I'm reading data from databases. I need to read from several servers (nodes) simultaniuosly, so I want to use pool.map.
I'm trying to do this way:
import pathos.pools as pp
import pandas as pd
import urllib
class DataProvider():
def __init__(self, hosts):
self.hosts_read = hosts
def read_data(self, host_index):
'''
Read data from current node
'''
limit = 1000000
host = self.hosts_read[host_index]
query = f"select FIELD1 from table_name limit {limit}"
url = urllib.parse.urlencode({'query': query})
df = pd.io.parsers.read_csv(f'http://{host}:8123/?{url}',
sep="\t", names=['FIELD1'], low_memory=False)
return df
def pool_read(self, num_workers):
'''
Read from data using Pool of workers.
Return list of lists - every list is a data from current worker.
'''
pool = pp.ProcessPool(num_workers)
result = pool.map(self.read_data, range(len(self.hosts_read)))
return result
if __name__ == '__main__':
provider = DataProvider(host=['server01.com', 'server02.com'])
data = provider.pool_read(num_workers=n_cpu)
It works perfect while limit is not so much (below 4 millions).
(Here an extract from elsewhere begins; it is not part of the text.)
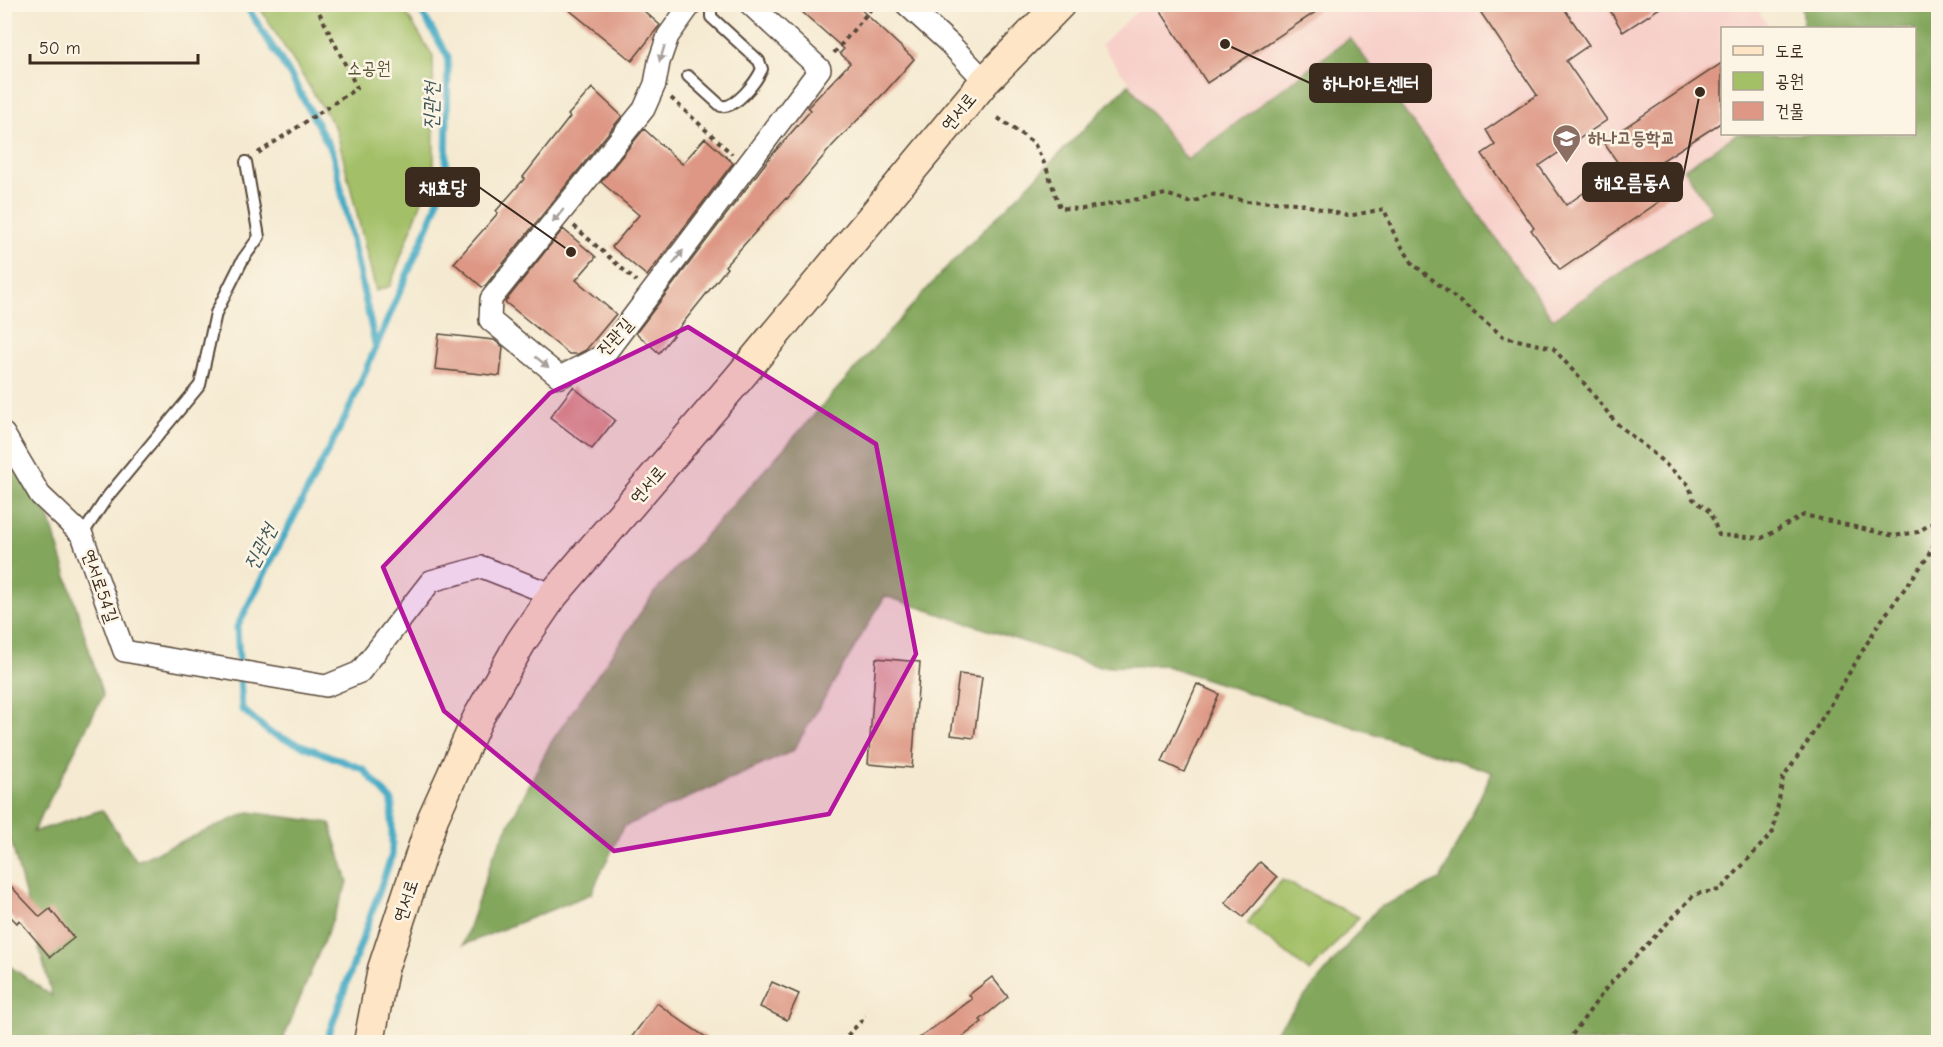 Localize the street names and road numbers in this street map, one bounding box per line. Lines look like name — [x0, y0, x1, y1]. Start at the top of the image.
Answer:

And crushes if it is bigger:
multiprocess.pool.MaybeEncodingError: Error sending result: '[my_pandas_dataframe]'. Reason: 'error("'i' format requires -2147483648 <= number <= 2147483647")'
I found some answers about it: it is because we cannot return from the pool peace of data bigger than 2 GB. For example: SO link. But there is no any ideas or solutions, how to work if I need load bigger parts!
P.S. I use pathos module but it is not important here - the same error for multiprocessing module too.